**EXERCISE INPUTS**
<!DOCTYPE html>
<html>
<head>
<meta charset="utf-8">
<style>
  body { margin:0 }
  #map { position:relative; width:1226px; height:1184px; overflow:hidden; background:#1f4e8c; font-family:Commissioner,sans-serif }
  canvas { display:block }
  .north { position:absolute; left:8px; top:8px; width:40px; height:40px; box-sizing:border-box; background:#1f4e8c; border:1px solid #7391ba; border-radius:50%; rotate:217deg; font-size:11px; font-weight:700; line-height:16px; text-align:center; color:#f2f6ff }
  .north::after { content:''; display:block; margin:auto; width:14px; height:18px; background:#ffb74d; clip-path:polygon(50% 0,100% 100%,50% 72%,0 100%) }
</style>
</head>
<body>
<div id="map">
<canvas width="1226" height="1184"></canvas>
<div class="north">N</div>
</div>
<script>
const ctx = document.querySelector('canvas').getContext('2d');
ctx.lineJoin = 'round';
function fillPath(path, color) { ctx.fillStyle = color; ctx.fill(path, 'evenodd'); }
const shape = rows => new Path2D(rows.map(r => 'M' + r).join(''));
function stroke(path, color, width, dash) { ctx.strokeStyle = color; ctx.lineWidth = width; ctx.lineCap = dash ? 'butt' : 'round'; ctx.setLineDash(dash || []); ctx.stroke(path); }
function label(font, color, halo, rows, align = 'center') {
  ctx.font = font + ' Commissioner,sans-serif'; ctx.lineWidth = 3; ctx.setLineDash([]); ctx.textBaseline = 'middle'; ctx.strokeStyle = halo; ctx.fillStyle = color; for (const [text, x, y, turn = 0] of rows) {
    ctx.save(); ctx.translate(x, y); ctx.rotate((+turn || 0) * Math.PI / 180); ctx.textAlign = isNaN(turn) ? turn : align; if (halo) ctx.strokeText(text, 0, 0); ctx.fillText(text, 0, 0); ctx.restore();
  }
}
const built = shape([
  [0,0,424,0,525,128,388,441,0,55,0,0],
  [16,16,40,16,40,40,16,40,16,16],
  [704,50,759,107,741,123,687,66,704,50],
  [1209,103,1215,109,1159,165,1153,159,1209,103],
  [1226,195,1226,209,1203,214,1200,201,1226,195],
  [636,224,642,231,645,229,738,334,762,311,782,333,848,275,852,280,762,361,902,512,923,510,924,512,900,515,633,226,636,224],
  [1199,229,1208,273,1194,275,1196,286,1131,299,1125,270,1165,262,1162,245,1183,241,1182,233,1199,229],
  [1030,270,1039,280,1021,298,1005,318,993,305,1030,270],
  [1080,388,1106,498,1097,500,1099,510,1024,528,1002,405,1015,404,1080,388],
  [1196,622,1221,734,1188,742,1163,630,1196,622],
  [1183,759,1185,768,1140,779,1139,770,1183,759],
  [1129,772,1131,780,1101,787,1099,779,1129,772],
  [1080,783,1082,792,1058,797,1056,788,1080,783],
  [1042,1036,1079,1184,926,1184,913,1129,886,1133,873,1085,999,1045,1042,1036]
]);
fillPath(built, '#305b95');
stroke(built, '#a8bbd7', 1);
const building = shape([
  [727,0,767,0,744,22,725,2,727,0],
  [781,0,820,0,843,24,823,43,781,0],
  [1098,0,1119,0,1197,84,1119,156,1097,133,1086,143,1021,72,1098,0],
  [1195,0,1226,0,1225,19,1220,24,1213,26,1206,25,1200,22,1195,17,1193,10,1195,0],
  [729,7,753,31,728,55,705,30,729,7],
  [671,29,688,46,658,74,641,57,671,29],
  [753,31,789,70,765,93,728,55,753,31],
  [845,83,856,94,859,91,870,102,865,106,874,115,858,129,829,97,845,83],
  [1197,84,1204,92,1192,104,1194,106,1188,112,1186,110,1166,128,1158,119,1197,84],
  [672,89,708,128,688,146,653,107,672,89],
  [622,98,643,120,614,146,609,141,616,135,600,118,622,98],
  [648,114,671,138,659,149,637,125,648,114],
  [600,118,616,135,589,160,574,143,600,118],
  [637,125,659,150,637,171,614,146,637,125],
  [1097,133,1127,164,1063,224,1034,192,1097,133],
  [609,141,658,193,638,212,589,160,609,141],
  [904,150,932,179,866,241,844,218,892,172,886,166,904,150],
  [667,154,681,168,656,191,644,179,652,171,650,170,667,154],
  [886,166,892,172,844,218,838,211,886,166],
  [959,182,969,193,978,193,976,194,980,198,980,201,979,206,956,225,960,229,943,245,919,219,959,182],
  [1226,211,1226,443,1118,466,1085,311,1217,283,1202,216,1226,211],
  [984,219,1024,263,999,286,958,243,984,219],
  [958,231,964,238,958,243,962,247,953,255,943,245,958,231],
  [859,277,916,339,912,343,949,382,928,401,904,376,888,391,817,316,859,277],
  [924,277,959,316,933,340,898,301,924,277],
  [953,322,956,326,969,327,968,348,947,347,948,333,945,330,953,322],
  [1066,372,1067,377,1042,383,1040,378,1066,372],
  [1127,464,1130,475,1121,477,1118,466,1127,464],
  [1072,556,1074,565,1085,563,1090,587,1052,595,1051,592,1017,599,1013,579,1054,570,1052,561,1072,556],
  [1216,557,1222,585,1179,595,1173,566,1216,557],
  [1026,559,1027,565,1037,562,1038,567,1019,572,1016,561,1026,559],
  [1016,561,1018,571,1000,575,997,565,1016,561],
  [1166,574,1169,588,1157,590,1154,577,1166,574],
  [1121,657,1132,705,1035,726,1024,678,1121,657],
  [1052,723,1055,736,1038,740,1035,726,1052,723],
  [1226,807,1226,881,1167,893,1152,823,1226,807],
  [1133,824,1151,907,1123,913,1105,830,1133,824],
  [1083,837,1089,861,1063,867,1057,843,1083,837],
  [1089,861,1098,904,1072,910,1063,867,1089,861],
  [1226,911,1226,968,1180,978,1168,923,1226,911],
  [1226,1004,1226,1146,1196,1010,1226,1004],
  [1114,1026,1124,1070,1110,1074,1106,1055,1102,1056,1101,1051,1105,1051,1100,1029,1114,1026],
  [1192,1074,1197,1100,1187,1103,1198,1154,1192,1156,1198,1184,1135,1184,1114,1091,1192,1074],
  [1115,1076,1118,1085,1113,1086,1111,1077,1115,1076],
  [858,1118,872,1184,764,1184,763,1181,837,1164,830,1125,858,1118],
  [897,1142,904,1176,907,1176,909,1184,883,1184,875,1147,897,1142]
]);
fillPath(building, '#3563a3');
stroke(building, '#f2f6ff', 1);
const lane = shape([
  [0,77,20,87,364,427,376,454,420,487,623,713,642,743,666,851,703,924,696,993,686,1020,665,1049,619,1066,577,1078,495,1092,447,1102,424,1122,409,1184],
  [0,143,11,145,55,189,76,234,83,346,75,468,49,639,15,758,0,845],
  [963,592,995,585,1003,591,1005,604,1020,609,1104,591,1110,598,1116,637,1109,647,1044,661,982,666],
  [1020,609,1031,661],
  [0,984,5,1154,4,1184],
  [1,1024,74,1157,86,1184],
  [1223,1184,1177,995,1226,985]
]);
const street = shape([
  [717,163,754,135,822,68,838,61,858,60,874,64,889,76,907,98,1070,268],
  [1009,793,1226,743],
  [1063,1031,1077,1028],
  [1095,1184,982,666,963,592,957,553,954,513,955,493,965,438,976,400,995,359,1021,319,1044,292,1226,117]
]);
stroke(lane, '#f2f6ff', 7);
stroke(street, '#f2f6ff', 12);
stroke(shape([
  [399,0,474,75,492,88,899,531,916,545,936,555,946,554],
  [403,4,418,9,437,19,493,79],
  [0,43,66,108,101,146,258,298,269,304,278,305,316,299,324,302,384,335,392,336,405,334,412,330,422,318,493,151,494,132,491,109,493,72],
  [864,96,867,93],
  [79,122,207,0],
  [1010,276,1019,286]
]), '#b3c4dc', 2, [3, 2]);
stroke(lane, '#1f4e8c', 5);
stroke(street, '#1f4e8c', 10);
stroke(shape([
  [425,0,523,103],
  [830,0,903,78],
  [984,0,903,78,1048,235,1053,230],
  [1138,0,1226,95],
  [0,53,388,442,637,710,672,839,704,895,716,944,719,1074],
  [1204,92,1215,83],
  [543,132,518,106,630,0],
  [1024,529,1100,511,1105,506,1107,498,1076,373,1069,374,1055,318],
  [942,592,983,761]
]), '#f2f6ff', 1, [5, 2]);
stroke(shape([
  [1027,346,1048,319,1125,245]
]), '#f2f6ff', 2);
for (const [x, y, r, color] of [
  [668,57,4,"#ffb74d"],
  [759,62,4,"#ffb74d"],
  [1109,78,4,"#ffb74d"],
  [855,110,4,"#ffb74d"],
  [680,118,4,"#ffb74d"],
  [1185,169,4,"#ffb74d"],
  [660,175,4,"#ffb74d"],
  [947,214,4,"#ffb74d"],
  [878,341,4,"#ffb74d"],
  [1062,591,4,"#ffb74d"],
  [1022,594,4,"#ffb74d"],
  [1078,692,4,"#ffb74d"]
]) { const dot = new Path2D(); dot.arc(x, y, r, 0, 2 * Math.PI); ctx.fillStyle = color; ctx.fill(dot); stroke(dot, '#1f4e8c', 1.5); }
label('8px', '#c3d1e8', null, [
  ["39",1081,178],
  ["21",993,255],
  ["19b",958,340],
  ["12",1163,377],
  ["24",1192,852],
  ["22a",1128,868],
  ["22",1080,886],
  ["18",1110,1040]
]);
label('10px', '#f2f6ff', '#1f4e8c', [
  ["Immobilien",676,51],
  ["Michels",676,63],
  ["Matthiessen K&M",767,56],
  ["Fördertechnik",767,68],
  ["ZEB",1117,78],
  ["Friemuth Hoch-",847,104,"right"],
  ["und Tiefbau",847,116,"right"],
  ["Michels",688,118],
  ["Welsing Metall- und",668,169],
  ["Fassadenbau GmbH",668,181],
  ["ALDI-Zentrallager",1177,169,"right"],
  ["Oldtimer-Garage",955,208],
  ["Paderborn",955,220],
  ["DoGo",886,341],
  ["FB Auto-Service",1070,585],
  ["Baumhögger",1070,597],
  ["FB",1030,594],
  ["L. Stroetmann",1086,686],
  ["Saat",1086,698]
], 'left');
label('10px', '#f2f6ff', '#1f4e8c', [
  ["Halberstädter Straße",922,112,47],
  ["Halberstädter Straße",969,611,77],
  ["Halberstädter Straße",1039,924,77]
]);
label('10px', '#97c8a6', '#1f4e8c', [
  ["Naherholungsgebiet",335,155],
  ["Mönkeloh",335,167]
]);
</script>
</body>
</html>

* * *

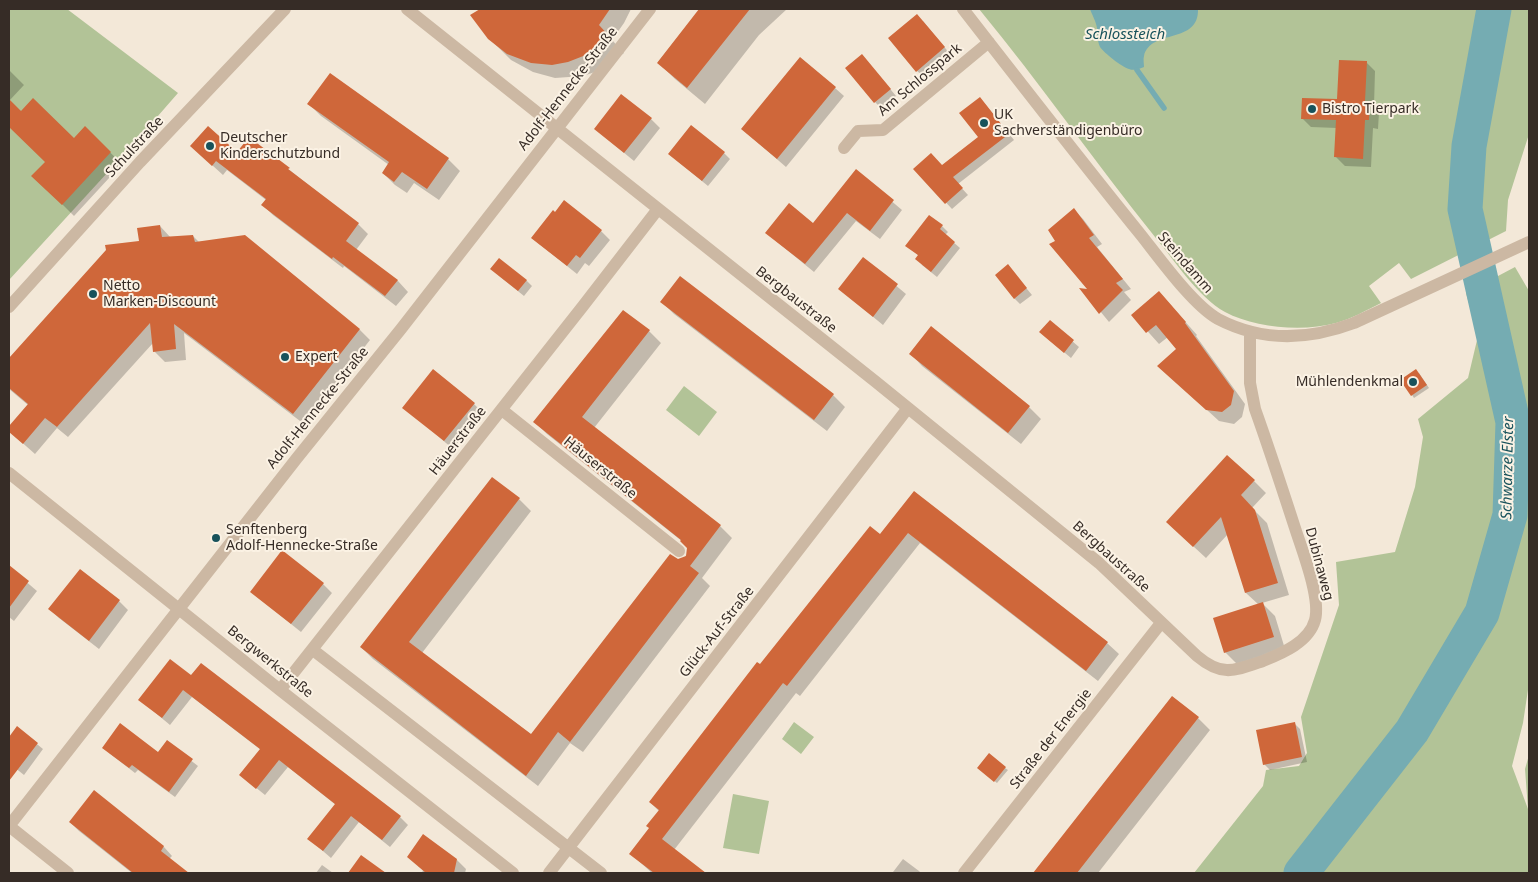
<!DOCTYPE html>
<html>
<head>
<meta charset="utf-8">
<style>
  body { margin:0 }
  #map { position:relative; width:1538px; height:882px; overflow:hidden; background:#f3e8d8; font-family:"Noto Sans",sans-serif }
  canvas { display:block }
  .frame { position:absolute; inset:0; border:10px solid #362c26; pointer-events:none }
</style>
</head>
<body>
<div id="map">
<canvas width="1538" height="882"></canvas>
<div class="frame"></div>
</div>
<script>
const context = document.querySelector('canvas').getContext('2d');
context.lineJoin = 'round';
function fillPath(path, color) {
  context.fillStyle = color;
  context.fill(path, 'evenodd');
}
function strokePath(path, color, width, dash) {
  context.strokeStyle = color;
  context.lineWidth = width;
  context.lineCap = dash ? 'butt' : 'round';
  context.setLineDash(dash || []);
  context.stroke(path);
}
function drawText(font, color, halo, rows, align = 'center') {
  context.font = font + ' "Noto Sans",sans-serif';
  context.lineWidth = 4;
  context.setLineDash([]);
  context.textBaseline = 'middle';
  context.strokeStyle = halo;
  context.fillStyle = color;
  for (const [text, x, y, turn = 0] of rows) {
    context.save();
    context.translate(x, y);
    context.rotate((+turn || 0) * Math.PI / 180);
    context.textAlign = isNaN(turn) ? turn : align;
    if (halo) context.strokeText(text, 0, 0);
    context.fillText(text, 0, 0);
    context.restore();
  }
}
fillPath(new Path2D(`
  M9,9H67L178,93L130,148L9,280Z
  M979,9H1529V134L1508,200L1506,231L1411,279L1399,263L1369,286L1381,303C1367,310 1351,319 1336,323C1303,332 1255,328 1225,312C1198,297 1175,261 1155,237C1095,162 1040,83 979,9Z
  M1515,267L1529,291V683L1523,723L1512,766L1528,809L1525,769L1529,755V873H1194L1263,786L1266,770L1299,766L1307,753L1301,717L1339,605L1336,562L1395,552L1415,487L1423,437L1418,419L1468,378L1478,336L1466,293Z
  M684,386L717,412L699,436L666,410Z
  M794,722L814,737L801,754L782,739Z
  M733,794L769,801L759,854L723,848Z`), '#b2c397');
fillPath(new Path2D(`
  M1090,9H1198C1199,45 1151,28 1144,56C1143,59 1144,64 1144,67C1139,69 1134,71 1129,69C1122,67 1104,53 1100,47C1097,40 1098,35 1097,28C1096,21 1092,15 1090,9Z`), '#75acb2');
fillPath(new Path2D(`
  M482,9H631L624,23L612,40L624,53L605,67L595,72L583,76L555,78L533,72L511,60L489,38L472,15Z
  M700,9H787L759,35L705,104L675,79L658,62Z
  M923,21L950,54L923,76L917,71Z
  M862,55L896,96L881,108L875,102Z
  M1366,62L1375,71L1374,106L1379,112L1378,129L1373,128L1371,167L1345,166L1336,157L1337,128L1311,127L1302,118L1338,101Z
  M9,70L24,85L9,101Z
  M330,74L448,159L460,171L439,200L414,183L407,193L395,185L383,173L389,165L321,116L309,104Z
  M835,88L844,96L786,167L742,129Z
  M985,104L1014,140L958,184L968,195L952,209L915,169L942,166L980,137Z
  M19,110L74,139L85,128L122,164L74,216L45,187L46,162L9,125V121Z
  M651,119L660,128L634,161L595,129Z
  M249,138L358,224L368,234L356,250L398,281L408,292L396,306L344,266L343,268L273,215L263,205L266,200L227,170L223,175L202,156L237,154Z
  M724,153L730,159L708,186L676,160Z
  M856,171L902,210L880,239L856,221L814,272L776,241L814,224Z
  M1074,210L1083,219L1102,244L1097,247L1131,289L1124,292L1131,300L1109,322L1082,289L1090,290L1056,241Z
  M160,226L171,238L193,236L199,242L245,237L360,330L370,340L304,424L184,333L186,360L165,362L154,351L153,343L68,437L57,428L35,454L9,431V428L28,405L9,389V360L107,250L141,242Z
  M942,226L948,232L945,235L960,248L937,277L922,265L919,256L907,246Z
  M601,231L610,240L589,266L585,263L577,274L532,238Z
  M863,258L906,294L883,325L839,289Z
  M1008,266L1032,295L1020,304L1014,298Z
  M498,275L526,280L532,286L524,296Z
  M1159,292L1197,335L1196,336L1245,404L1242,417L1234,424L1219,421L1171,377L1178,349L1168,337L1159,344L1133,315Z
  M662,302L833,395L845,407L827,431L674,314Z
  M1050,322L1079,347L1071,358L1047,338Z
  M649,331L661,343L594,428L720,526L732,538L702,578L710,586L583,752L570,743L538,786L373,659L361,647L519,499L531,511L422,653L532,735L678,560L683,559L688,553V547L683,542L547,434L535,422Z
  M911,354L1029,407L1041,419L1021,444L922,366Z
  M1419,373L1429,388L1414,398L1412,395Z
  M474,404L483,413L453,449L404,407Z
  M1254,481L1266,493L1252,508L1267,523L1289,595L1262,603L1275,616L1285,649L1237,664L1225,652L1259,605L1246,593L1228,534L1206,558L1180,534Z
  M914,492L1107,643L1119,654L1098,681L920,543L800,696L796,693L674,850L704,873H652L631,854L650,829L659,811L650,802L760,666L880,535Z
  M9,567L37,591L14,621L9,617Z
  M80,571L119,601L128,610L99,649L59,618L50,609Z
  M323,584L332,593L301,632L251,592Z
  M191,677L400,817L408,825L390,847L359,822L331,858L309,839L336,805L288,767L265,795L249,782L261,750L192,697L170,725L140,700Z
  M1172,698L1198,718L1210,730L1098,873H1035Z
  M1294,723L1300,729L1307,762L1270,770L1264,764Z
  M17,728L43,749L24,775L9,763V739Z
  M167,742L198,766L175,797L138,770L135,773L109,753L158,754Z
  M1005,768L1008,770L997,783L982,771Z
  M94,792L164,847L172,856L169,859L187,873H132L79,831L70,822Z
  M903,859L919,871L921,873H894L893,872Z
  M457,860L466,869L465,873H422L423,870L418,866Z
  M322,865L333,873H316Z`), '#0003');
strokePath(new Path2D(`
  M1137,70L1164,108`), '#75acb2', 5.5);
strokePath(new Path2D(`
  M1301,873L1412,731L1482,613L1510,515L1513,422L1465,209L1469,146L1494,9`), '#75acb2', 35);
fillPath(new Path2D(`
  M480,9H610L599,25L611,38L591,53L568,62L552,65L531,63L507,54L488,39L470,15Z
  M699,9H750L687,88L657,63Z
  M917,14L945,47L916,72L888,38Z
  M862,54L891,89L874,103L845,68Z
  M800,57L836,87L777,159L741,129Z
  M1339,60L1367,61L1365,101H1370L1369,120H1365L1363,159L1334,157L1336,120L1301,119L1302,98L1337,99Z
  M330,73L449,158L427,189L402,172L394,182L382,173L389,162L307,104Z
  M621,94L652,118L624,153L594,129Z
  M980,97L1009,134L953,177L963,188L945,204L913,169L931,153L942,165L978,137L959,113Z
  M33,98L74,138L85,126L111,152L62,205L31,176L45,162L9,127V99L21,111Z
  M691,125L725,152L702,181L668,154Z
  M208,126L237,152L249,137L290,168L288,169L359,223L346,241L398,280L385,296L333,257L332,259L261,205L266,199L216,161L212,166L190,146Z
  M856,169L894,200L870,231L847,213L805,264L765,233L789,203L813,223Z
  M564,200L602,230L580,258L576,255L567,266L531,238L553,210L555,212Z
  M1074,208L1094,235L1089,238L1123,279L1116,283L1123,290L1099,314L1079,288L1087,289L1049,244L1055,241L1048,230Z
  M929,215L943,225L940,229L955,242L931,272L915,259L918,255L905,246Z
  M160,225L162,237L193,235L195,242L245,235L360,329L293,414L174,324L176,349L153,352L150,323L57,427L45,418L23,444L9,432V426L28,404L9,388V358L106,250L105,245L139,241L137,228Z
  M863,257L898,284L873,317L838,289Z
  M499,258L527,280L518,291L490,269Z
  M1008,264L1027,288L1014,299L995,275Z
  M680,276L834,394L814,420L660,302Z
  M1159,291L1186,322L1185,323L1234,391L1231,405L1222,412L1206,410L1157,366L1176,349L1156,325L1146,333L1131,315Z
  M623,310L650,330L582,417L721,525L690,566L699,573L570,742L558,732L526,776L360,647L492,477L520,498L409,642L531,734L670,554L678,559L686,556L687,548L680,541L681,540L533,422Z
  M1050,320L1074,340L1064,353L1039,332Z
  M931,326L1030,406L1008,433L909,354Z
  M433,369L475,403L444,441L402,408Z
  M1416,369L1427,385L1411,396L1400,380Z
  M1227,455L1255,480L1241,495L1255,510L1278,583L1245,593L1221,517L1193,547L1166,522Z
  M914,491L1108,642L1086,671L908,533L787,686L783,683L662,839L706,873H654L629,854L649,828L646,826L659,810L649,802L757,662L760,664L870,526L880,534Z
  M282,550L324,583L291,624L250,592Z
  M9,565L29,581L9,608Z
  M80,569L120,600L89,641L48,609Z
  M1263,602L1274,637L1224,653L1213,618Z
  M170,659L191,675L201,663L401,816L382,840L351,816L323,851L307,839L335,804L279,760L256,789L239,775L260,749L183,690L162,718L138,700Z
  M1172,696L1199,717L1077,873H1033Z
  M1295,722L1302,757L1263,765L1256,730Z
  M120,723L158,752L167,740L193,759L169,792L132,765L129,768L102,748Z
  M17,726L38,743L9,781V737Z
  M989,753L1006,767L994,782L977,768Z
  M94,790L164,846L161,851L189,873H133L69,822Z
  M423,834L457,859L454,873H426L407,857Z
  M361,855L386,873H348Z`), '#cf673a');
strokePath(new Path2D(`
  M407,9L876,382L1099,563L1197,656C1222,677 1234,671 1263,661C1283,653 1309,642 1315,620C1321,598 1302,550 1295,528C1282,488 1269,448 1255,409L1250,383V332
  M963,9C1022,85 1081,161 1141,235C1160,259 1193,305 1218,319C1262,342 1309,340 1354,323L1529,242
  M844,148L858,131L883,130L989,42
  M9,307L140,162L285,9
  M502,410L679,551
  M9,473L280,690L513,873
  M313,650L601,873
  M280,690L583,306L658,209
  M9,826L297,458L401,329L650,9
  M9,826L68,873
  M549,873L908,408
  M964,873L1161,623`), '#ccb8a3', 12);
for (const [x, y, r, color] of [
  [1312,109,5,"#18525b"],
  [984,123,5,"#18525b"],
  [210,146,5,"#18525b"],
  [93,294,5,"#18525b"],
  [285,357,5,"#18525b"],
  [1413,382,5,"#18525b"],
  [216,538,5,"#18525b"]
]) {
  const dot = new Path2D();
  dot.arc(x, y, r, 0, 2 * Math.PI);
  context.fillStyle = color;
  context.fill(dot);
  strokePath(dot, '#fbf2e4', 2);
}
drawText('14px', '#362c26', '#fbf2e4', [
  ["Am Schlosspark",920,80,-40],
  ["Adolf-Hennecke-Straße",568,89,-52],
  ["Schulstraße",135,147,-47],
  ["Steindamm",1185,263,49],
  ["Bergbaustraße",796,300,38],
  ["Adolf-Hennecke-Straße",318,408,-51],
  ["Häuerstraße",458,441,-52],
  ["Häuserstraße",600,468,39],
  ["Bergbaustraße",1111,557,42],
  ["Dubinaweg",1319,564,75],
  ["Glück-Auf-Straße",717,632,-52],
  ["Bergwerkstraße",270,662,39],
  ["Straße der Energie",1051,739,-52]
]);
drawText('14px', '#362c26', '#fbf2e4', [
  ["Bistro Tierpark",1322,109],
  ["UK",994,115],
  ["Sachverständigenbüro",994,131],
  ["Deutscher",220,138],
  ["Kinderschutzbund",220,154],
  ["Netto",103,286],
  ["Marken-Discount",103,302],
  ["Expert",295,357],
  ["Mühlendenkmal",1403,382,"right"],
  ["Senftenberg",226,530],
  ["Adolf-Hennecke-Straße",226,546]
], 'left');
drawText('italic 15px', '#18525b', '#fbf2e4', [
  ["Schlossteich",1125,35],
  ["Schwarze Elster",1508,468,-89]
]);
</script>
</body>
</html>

**DESCRIPTION OF THE TASK**
Every line in the records above that has "canvas" counts once. Give the total and nothing else.

**FINAL ANSWER**
6